Activate FTP port security by protecting SERVAUTH(EZB.PORTACCESS.xxxxxxx) is not working.

Document ID : KB000013057
Last Modified Date : 14/02/2018
Show Technical Document Details
Question:

I have updated TCP parms and added the Top Secret permissions, but I am having trouble securing the port. My test user is still able to FTP. Here are the steps I performed:

1. Added statement VERIFYUSER TRUE to FTPSDATA
2. Added SAF FTP21 to port statement in TCPPROF
21 TCP FTPD1 SAF FTP21 ; FTP Server
3. Permitted ACID to prevent access:
TSS PER(PERKITO) SERVAUTH(EZB.PORTACCESS.*.TCPIP.FTP21) ACCESS(NONE)

When I ran test FTP job, the FTP is successful.
In the previous case, I issued command:
TSS PER(PERKITO) SERVAUTH(EZB.FTP) ACCESS(NONE)
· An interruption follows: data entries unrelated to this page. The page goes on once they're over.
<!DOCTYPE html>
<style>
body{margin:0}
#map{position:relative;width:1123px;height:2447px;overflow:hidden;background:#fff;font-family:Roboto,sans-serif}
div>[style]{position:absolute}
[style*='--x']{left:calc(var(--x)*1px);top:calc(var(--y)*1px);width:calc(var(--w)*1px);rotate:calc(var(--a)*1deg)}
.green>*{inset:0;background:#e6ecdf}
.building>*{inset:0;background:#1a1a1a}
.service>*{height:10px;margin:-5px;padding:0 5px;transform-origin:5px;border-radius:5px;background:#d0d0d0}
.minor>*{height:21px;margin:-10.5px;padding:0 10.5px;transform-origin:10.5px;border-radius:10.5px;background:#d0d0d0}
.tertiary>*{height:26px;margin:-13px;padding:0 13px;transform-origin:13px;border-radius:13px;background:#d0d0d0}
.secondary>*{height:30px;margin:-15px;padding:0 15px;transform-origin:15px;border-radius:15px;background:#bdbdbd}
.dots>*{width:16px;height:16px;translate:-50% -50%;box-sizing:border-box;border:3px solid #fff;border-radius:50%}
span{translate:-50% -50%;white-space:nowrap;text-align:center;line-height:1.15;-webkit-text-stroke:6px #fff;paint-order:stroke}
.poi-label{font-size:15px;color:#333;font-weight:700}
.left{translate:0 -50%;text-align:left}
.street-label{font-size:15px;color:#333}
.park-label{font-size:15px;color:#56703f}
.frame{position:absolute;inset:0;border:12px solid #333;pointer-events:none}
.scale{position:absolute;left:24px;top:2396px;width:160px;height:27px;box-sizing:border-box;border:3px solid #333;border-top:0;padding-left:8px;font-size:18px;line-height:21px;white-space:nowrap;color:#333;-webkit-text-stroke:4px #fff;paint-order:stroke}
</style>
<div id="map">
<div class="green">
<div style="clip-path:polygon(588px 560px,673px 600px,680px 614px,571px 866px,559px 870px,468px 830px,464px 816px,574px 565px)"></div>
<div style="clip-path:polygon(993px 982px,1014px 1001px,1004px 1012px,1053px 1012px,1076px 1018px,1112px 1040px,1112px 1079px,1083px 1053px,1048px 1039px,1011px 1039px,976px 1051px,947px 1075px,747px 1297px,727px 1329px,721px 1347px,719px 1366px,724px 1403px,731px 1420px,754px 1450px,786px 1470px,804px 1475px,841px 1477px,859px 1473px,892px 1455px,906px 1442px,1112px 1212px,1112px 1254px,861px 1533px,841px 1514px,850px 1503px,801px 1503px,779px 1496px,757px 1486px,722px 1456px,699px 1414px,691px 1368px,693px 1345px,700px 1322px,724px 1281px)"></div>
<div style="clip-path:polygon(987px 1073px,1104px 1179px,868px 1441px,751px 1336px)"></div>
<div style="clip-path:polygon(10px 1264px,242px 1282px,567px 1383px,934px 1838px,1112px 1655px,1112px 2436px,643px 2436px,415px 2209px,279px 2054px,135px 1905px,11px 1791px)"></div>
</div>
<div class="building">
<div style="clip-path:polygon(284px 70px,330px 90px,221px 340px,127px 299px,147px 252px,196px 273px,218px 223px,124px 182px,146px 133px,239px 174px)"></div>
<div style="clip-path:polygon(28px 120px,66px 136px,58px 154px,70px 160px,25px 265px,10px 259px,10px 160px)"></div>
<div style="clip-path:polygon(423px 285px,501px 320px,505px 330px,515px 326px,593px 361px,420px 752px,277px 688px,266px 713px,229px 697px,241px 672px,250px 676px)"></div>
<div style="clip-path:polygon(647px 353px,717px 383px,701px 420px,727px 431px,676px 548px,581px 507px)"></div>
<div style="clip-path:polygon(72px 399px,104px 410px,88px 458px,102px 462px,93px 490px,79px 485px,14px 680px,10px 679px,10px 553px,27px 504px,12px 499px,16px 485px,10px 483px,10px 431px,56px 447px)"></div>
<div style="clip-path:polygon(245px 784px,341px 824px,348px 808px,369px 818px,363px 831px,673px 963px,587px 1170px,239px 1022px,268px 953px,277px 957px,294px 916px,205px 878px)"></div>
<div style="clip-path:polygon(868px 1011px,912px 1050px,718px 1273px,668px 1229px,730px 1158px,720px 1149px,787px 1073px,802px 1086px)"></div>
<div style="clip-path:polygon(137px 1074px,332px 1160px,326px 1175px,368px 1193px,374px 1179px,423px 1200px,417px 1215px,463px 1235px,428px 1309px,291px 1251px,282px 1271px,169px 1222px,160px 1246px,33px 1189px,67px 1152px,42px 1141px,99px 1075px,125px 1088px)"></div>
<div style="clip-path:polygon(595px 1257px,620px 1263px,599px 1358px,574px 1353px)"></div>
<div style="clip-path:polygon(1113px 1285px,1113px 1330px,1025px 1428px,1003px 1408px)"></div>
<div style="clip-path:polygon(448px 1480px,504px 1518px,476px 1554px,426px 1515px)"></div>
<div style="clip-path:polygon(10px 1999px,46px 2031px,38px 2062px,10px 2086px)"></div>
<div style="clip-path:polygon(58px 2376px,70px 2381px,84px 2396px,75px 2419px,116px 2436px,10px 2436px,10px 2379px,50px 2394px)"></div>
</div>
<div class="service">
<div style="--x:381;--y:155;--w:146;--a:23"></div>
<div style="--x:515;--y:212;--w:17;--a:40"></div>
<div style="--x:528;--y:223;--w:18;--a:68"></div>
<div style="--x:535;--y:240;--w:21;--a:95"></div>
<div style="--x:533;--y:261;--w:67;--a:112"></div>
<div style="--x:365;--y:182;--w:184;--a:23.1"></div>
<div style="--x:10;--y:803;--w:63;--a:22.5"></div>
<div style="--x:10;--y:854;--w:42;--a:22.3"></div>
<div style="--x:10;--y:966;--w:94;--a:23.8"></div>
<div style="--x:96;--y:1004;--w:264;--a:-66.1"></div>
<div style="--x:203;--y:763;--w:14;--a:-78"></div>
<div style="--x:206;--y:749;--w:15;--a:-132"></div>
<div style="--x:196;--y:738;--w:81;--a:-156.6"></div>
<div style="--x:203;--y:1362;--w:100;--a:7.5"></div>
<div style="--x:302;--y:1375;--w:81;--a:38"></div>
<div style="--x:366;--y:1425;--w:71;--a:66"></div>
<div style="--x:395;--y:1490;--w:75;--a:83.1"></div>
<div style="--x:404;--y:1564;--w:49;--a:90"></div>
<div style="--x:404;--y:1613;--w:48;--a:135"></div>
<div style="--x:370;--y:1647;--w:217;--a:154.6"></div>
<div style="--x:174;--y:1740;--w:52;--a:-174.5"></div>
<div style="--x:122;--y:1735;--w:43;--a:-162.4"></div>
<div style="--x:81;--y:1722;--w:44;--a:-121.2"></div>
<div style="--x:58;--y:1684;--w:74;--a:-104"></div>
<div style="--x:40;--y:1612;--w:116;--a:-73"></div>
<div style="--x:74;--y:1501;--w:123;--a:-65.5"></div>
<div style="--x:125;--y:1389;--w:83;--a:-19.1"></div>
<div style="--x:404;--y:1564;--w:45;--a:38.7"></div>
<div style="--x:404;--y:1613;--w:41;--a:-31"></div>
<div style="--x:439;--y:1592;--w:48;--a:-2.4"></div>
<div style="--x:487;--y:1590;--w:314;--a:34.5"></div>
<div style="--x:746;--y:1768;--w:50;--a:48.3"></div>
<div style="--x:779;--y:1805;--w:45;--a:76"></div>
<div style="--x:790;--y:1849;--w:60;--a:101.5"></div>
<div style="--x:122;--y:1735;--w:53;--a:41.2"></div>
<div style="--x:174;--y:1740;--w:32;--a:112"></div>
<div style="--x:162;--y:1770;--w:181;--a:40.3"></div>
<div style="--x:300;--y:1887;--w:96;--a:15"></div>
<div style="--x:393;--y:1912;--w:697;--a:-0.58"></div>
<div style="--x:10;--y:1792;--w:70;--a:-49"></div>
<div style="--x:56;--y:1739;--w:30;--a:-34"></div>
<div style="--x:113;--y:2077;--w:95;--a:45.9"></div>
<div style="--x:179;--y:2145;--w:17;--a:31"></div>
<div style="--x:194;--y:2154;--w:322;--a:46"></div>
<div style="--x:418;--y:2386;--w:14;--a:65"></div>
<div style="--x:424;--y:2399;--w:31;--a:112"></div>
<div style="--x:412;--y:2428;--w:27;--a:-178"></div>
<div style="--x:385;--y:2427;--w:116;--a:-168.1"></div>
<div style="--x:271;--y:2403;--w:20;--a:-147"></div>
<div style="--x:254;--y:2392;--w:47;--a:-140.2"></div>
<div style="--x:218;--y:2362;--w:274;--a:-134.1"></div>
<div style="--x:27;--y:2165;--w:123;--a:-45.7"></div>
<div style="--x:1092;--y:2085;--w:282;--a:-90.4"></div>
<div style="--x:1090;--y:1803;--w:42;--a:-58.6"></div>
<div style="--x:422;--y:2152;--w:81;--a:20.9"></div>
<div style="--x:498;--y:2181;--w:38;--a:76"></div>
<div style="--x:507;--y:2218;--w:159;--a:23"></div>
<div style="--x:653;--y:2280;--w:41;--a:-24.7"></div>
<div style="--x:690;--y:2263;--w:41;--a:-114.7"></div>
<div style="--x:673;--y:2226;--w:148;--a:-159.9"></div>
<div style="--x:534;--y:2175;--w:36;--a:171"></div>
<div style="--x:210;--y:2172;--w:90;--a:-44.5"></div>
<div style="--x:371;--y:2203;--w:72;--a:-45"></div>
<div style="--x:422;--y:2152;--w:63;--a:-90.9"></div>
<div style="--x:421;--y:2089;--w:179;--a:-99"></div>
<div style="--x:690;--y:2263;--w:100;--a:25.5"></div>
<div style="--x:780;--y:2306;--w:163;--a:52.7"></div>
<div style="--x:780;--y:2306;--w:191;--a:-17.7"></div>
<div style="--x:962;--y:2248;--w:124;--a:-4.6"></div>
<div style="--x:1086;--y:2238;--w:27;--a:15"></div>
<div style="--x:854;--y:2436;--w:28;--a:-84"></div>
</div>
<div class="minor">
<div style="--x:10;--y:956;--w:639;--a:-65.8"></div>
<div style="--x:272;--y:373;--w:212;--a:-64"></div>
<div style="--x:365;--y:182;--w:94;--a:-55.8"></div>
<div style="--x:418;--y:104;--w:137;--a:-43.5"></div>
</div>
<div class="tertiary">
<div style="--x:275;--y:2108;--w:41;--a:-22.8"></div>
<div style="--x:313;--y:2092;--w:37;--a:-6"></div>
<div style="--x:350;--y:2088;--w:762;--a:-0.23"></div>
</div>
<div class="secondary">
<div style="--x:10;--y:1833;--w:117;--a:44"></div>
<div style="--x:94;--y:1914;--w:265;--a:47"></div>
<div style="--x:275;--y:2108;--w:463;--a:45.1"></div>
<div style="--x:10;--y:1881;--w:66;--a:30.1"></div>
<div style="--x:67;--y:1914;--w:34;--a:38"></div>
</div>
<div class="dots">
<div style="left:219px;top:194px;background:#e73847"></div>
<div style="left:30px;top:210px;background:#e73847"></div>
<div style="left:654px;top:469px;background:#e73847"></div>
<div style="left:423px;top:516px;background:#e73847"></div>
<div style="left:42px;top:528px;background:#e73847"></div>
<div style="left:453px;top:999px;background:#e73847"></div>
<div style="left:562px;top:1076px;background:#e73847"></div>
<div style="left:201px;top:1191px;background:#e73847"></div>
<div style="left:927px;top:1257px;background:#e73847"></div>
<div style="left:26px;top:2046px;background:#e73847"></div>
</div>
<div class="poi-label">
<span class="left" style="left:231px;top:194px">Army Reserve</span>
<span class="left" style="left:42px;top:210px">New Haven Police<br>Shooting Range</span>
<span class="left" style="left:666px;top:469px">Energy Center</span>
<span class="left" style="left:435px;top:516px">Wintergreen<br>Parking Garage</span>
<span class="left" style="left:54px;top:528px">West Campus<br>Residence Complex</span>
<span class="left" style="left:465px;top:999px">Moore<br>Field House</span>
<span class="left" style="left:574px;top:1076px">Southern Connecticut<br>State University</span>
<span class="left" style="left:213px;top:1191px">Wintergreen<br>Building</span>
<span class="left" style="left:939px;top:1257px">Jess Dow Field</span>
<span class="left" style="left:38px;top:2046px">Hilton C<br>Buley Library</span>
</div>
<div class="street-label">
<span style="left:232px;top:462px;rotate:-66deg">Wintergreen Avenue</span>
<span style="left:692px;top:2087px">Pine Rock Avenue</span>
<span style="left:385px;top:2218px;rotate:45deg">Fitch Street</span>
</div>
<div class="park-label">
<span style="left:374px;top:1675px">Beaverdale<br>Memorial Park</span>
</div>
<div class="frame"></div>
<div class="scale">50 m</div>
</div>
This prevented the user from FTPing, but I realized when I wanted to grant permission to the new port, the user will not be able to FTP.

Answer:

SERVAUTH ressource EZB.PORTACCESS is only for servers (not clients) and should be permitted for out-bound traffic.

The "human"-user will never be validated on the SAF-call because it's in-bound traffic.

The PORTACCESS is for out-bound traffic and should be permittet to the daemon (Started task) user who runs the server.

So in summary SERVAUTH ressource EZB.PORTACCESS is only for servers (not clients) and should be permitted for out-bound traffic.

SERVAUTH EZB.FTP is used for controlling client port access which is inbound traffic.